Formal Specification and Verification of Architecturally-defined Attestation Mechanisms in Arm CCA and Intel TDX
ABSTRACT Attestation is one of the most critical mechanisms in confidential computing (CC). We present a holistic verification approach enabling comprehensive and rigorous security analysis of architecturally-defined attestation mechanisms in CC. Specifically, we analyze two prominent next-generation hardware-based Trusted Execution Environments (TEEs), namely Arm Confidential Compute Architecture (CCA) and Intel Trust Domain Extensions (TDX). For both of these solutions, we provide a comprehensive specification of all phases of the attestation mechanism, namely provisioning, initialization, and attestation protocol. We demonstrate that including the initialization phase in the formal model leads to a violation of integrity, freshness, and secrecy properties for Intel’s claimed trusted computing base (TCB), which could not be captured by considering the attestation protocol alone in the related work. We open-source our artifacts.

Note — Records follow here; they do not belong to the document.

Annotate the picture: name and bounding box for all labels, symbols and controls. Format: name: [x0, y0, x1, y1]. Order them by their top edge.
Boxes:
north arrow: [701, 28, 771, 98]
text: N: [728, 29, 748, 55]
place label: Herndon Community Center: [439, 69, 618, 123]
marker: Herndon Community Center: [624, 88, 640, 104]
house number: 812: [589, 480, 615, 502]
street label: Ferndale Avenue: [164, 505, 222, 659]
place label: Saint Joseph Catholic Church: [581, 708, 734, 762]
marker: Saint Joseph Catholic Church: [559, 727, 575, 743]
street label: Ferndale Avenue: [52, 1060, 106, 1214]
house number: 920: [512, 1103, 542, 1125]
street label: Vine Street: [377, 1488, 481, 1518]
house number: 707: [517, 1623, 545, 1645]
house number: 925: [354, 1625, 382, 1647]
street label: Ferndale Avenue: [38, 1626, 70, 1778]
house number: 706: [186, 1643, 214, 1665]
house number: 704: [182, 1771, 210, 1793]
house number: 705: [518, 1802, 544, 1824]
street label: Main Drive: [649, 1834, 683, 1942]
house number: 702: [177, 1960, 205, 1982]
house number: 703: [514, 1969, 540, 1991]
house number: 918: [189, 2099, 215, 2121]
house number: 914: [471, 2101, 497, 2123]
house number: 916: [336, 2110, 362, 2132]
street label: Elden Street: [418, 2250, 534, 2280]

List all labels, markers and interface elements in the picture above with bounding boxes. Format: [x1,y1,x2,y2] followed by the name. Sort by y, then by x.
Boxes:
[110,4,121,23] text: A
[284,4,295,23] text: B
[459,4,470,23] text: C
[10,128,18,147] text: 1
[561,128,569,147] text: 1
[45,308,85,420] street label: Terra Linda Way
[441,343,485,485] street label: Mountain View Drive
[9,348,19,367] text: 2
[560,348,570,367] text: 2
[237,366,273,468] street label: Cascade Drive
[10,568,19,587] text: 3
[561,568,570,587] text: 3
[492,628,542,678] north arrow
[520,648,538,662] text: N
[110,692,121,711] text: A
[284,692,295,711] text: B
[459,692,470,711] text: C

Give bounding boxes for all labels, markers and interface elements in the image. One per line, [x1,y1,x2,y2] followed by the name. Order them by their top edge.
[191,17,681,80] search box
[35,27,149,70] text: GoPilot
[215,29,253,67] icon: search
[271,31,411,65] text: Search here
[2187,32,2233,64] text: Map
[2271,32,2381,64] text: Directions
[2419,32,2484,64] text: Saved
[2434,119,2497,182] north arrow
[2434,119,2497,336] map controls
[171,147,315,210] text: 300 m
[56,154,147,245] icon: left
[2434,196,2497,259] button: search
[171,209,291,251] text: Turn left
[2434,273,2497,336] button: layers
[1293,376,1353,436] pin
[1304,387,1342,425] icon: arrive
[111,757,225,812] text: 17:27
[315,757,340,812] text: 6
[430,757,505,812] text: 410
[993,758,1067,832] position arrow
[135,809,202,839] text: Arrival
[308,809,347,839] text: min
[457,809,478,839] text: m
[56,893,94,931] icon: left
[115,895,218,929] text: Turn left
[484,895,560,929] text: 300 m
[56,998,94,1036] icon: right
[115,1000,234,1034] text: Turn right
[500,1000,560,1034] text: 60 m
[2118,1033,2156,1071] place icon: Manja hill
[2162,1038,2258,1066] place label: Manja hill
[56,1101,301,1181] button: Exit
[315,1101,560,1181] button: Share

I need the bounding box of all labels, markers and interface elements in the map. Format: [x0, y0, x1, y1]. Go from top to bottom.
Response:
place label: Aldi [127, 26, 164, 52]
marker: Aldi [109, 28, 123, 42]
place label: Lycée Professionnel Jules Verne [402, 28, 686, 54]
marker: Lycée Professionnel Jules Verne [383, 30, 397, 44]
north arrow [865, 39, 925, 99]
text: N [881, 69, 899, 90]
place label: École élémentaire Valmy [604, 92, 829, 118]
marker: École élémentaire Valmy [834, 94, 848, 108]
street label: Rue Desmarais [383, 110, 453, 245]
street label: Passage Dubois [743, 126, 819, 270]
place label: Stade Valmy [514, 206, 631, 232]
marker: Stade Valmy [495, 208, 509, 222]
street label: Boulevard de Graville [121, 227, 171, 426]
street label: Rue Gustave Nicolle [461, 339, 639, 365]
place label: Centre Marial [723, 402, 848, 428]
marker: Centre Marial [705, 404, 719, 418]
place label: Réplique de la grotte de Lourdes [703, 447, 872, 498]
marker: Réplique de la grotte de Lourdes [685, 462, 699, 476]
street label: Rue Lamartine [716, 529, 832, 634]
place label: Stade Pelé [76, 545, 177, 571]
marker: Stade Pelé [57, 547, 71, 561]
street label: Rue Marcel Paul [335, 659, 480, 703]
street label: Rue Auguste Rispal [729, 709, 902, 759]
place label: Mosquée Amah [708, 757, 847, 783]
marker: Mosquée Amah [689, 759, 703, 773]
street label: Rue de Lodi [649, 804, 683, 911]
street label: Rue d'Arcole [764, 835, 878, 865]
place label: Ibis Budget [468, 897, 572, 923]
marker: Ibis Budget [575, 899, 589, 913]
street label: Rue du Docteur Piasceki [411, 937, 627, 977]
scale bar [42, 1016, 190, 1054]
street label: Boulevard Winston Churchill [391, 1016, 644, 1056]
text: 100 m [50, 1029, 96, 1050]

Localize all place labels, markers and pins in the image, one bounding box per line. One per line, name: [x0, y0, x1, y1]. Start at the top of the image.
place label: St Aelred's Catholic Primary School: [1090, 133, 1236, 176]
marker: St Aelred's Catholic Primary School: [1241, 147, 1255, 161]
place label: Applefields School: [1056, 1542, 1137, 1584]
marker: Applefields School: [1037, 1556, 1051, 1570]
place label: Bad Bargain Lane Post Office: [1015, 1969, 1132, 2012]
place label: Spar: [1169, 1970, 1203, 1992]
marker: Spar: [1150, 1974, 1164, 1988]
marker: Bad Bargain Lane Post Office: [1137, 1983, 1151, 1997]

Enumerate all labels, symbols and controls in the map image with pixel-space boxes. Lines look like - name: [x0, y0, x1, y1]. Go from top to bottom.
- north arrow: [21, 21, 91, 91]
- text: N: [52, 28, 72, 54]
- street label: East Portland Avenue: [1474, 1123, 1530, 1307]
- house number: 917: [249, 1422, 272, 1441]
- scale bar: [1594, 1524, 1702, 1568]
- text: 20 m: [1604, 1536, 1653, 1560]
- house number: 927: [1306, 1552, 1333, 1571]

Other researchers, including a team from Intel, are adopting our artifacts for further analysis. |
BIO
Muhammad Usama Sardar has been a Research Associate at TU Dresden working for the Transregional Collaborative Research Centre 248 "Foundations of Perspicuous Software Systems"(CPEC) since October 2021. His current research focus is on the formal specification and verification of attested TLS for confidential computing. He leads the formal specification project in Confidential Computing Consortium (CCC) Attestation Special Interest Group (SIG), and contributes to various research networks, such as EuroProofNet (WG3), Méthodes formelles pour la sécurité, Internet Engineering Task Force (IETF) Remote ATtestation procedureS (RATS) WG, Transport Layer Security (TLS) WG, and Trusted Execution Environment Provisioning (TEEP) WG, and Internet Research Task Force (IRTF) Usable Formal Methods Research Group (UFMRG). He is also a tutor for the master’s courses
Thomas Fossati is an engineer in the Linux kernel working group at Linaro.
Simon Frost is a Software Architect in the Architecture and Technology Group at Arm.
Shale Xiong is a Research Engineer in the Architecture and Technology Group at Arm. He specializes in formal verification and programming languages. Previously, he received PhD in computer science from Imperial College London in 2019.